IOM Report Calls for Reforming Physician Education Funding
Medicare provides much of the public financing for graduate medical education -- an estimated $9.7 billion in 2012. The report calls for more oversight and accountability.
The Institute of Medicine on July 29 released a report titled "Graduate Medical Education That Meets the Nation's Health Needs." Prepared by a 21-member IOM committee, the report recommends significant changes to optimize the public's investment in GME -- the system of residency and fellowships that are provided for physicians after the obtain a medical degree.
The scale of government support for physician training far exceeds that for any other profession, but transparency and accountability are lacking in the GME financing system, the report notes.
The estimated sources of $15 billion in public funding for GME in 2012 included Medicare ($9.7 billion), Medicaid ($3.9 billion), the U.S. Department of Veterans Affairs ($1.437 billion), and the Health Resources and Services Administration ($464 million), according to the report.
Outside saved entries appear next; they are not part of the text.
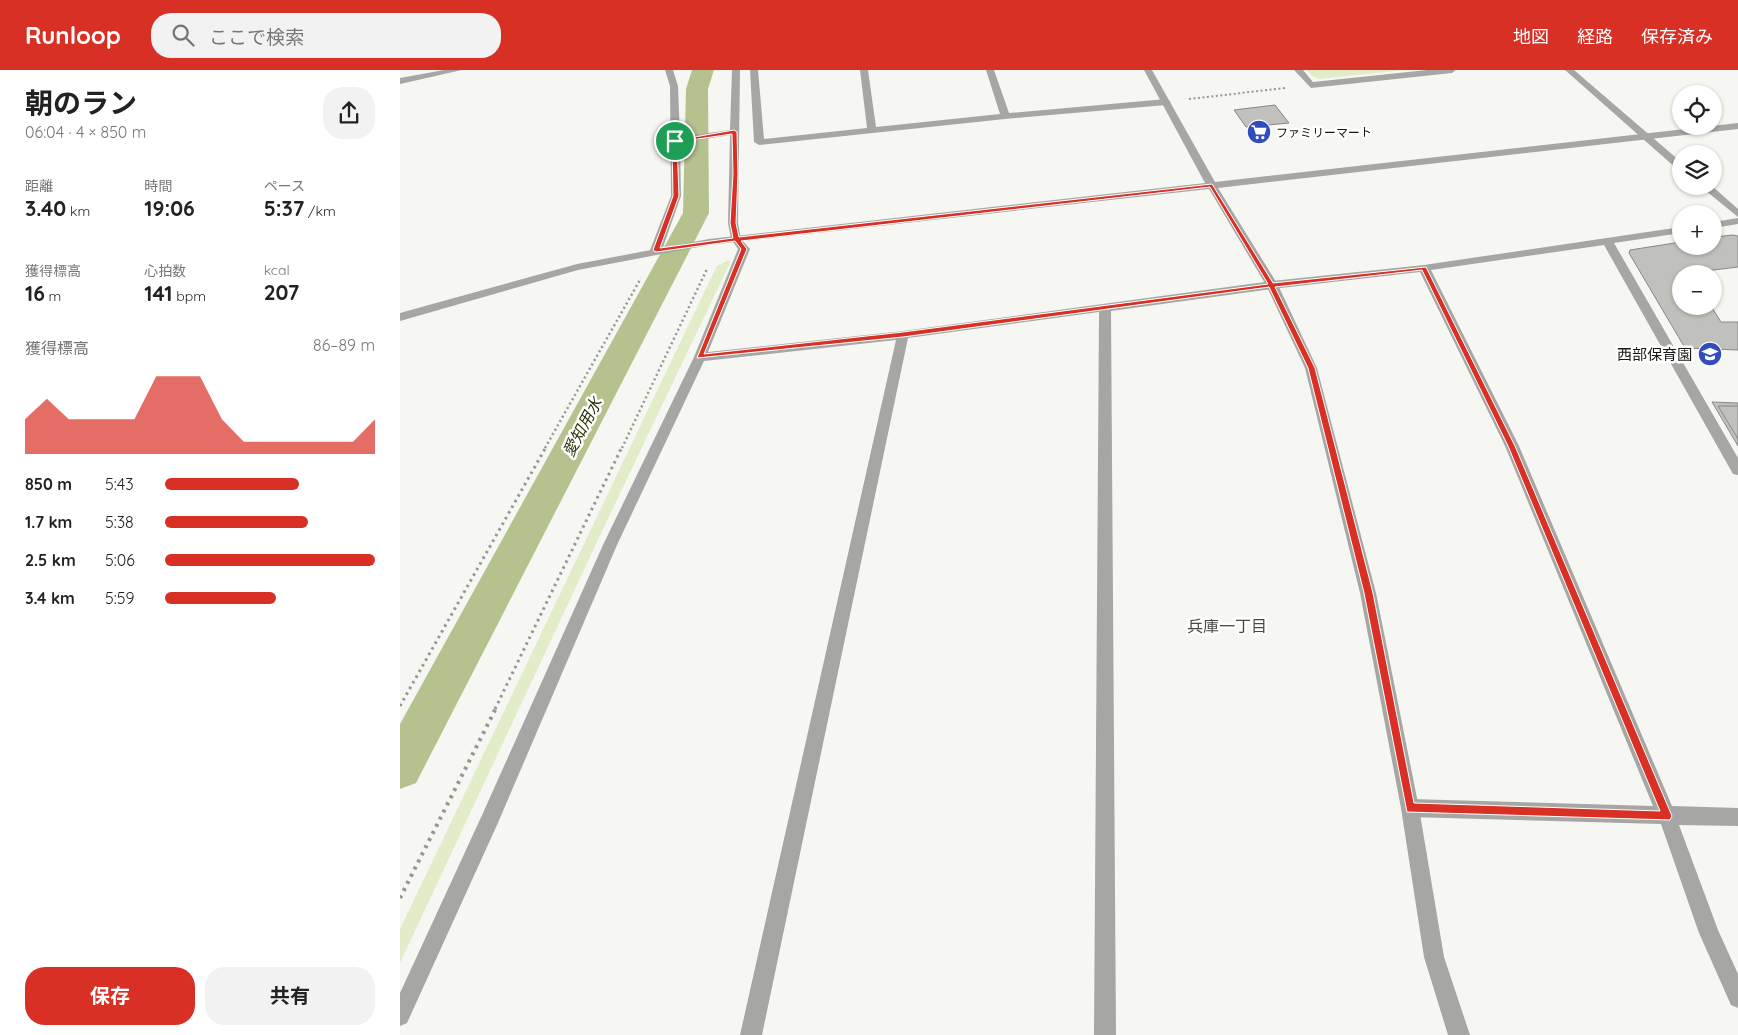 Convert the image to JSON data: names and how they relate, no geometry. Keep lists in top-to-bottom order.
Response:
{
  "districts": ["兵庫一丁目"],
  "water": ["愛知用水"],
  "places": {
    "supermarket": ["ファミリーマート"],
    "school or university": ["西部保育園"]
  },
  "page": {
    "header": "Runloop",
    "search": "ここで検索",
    "nav": ["地図", "経路", "保存済み"],
    "heading": ["朝のラン", "06:04 · 4 × 850 m"],
    "map_buttons": ["+", "−"],
    "stats": [
      ["距離", "3.40 km"],
      ["時間", "19:06"],
      ["ペース", "5:37 /km"],
      ["獲得標高", "16 m"],
      ["心拍数", "141 bpm"],
      ["kcal", "207"]
    ],
    "chart": ["獲得標高", "86–89 m"],
    "list": [
      {
        "name": "850 m",
        "note": "5:43"
      },
      {
        "name": "1.7 km",
        "note": "5:38"
      },
      {
        "name": "2.5 km",
        "note": "5:06"
      },
      {
        "name": "3.4 km",
        "note": "5:59"
      }
    ],
    "buttons": ["保存", "共有"]
  }
}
Additional sources included the Department of Defense, state sources, private insurers, and other private sources.
The recommendations were made because the Medicare GME payment rules date to 1965, and the payment system discourages physician training outside the hospital, even though most health care is now delivered outside of hospitals in the United States. The committee recommended a 10-year transition from the status quo to full implementation of its recommendations.